Records from a collection
▼
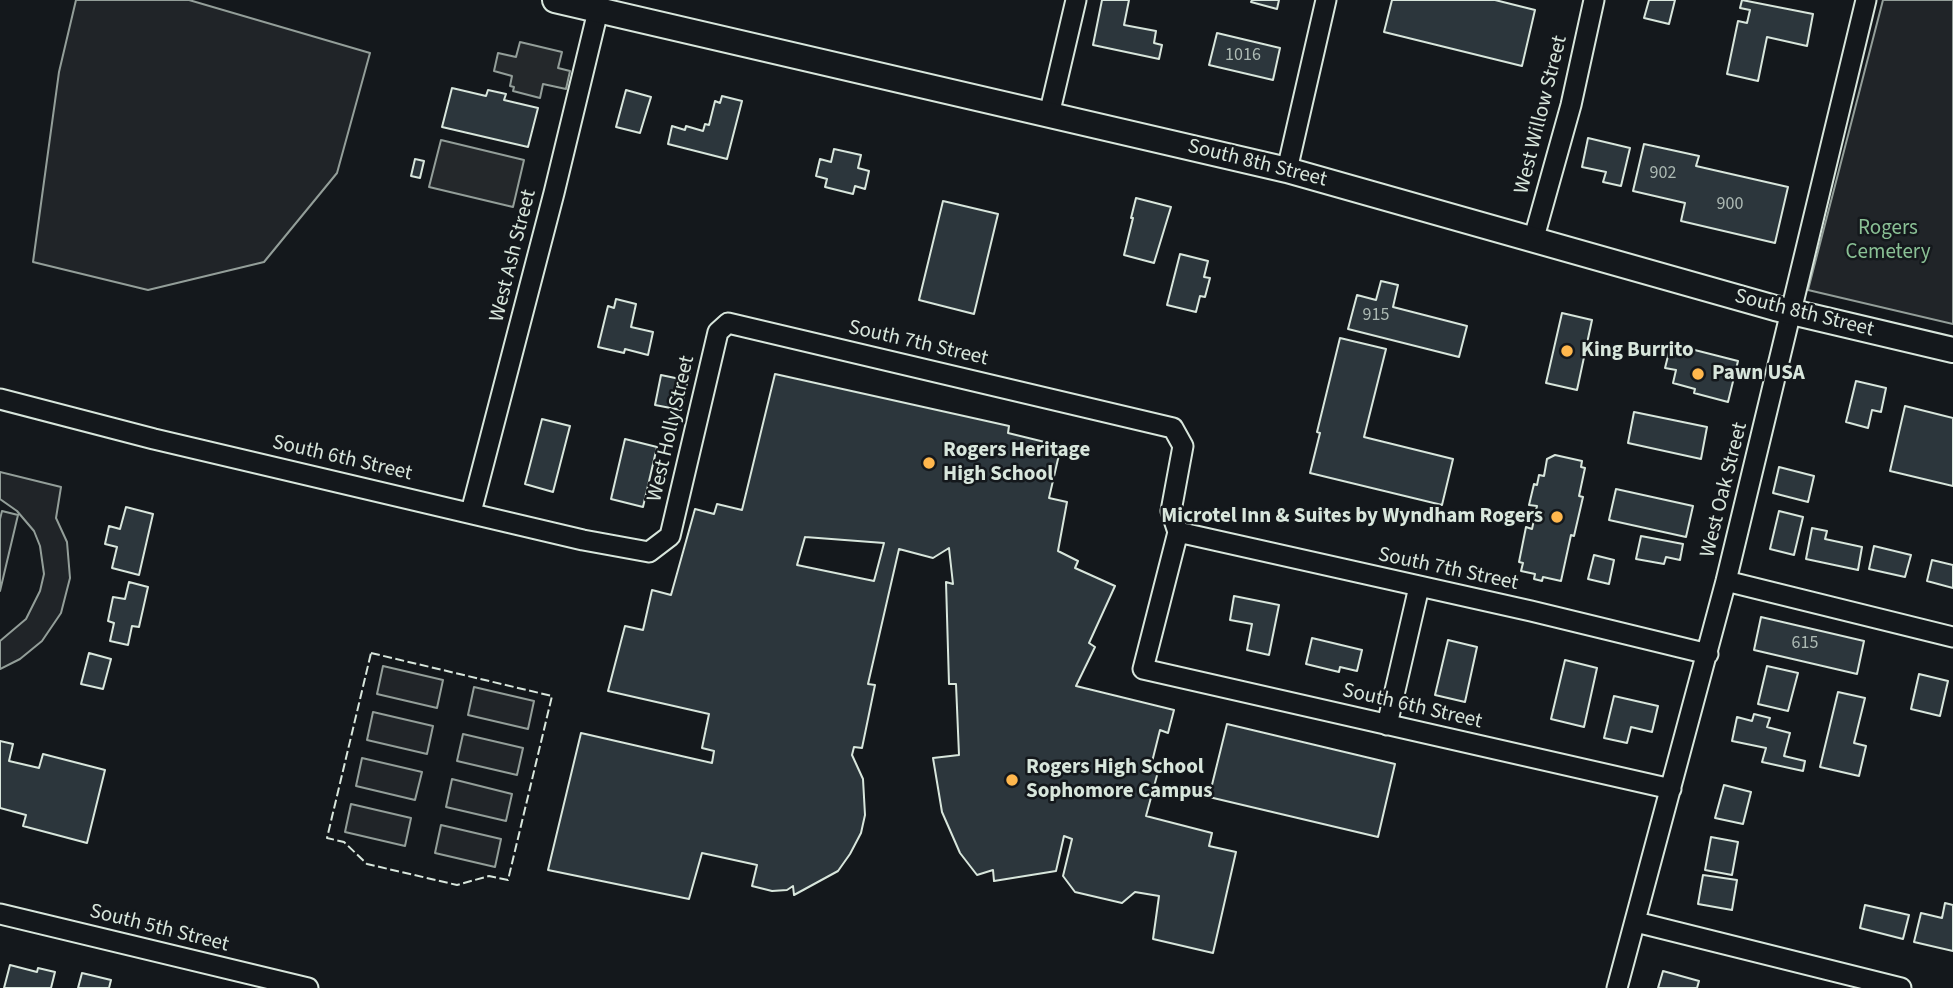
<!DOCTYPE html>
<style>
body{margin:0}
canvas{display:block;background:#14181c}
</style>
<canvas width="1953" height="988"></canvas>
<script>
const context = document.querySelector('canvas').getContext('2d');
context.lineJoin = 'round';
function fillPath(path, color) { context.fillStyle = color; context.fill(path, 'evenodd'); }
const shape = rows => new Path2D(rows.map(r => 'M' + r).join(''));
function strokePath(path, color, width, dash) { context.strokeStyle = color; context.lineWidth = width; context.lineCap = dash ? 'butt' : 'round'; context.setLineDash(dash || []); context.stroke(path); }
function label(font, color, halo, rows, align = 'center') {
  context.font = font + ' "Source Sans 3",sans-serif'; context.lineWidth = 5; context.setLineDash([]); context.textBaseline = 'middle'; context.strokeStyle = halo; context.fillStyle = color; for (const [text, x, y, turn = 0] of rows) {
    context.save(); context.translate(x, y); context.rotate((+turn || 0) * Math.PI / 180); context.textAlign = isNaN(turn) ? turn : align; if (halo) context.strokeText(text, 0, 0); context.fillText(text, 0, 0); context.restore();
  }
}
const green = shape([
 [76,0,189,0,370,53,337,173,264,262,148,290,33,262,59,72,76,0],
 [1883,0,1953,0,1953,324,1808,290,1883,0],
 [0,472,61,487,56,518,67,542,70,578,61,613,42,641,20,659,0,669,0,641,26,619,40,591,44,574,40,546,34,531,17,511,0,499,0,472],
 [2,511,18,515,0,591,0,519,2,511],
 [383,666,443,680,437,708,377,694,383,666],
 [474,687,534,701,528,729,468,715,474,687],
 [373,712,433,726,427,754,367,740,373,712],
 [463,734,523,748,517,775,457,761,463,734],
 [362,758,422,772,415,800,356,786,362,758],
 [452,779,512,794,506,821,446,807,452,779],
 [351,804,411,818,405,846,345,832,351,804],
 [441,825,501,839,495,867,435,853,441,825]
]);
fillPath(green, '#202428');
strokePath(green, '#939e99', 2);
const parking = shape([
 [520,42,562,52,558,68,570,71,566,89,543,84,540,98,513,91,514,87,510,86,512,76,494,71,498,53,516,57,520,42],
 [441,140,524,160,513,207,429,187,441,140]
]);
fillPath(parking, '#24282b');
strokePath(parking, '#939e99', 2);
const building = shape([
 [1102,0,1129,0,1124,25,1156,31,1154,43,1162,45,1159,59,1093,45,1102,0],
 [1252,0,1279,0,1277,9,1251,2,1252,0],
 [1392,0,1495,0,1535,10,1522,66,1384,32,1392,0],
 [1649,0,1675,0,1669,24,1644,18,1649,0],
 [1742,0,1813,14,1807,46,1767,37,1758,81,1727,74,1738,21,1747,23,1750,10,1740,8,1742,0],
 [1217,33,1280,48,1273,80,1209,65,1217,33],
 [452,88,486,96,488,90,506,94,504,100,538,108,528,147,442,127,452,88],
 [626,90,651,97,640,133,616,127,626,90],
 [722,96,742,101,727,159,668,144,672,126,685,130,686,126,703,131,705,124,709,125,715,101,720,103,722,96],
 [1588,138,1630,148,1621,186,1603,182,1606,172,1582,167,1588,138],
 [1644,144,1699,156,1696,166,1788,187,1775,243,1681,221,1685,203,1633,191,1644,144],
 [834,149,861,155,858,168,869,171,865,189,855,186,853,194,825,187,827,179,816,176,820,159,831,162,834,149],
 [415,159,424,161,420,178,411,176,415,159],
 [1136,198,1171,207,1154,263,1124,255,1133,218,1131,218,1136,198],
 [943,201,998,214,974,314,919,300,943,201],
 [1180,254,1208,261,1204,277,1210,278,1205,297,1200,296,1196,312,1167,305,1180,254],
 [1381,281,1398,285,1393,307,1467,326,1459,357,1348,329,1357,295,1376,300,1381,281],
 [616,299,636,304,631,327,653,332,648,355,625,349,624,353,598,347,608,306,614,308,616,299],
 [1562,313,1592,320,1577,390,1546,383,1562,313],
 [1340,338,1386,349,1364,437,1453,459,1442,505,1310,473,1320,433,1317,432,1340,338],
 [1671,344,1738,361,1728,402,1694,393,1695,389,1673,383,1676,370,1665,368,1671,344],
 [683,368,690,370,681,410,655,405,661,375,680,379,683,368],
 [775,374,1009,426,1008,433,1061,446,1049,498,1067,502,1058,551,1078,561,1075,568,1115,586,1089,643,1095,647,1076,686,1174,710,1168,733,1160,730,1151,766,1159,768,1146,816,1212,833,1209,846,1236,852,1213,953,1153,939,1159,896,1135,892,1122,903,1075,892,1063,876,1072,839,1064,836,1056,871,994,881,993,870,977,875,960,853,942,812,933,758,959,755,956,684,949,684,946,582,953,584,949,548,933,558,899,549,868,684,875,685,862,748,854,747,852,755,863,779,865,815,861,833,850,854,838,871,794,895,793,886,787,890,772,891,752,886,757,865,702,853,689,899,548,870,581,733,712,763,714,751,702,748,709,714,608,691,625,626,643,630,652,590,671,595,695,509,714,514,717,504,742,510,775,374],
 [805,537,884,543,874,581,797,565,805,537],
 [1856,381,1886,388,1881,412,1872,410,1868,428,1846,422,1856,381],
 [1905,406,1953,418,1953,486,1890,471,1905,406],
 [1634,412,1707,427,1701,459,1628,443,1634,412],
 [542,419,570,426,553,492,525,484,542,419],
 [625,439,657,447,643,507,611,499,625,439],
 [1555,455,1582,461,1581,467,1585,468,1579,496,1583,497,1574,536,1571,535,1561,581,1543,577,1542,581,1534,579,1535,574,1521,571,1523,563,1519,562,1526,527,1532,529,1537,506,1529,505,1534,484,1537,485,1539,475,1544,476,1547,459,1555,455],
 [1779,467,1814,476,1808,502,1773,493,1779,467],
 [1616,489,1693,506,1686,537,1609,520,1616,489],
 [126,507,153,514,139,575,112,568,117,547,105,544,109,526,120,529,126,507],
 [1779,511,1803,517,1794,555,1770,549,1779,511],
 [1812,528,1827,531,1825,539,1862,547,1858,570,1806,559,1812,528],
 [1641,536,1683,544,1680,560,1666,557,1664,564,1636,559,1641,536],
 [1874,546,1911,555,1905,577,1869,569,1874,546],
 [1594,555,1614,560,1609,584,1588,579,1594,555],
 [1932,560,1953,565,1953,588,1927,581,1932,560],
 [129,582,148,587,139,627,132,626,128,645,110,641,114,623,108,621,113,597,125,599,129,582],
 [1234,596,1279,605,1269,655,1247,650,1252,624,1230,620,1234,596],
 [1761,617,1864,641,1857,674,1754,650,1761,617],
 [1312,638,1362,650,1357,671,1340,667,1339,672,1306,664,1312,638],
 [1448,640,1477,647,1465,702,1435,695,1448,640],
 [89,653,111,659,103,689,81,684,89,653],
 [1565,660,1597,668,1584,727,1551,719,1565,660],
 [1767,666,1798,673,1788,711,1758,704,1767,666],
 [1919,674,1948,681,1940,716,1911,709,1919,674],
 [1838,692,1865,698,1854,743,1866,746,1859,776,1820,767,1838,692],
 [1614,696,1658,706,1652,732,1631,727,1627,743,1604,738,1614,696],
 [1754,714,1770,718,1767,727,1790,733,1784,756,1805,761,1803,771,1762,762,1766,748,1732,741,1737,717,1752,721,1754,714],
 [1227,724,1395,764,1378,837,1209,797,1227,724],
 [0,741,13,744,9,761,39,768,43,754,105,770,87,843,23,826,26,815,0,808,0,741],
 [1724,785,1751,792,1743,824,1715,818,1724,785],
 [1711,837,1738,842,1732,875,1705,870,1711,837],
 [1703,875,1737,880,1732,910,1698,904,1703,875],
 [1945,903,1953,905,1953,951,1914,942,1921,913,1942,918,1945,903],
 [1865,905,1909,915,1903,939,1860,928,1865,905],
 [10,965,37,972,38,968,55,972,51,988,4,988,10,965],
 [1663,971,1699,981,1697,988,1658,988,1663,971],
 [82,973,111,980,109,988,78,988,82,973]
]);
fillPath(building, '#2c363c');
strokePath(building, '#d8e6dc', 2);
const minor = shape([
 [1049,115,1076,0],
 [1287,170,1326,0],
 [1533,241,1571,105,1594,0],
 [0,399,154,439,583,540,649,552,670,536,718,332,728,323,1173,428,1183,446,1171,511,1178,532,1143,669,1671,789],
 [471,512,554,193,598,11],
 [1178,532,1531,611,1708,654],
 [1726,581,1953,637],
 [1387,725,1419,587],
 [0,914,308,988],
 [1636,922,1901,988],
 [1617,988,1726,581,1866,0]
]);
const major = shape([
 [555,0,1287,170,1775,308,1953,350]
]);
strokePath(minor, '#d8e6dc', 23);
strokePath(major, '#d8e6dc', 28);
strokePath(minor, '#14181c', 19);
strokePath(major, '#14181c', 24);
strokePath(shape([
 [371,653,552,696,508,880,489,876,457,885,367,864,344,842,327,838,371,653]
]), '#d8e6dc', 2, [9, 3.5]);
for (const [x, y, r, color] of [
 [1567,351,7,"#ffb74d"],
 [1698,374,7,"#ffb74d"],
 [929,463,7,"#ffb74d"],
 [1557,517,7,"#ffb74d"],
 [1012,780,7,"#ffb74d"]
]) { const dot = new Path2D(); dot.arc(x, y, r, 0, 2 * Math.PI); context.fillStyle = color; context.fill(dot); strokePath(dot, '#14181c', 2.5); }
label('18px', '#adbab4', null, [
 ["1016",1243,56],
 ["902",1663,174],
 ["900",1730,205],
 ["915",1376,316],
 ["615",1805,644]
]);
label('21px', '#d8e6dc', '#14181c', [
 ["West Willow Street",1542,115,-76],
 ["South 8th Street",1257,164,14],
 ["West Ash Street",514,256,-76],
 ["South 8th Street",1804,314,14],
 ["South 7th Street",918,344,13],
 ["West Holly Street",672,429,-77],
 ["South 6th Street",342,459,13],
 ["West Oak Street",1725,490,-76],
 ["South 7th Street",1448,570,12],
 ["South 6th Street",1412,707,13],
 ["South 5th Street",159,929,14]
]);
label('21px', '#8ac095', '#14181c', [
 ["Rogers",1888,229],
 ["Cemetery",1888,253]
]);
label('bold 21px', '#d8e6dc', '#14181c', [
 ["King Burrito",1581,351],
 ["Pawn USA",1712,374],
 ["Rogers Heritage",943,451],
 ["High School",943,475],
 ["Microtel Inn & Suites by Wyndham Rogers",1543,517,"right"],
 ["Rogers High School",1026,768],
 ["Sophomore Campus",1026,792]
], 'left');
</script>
▲
Each line above that includes the word "School" is to be copied.

● Reply to the exercise:
 ["High School",943,475],
 ["Rogers High School",1026,768],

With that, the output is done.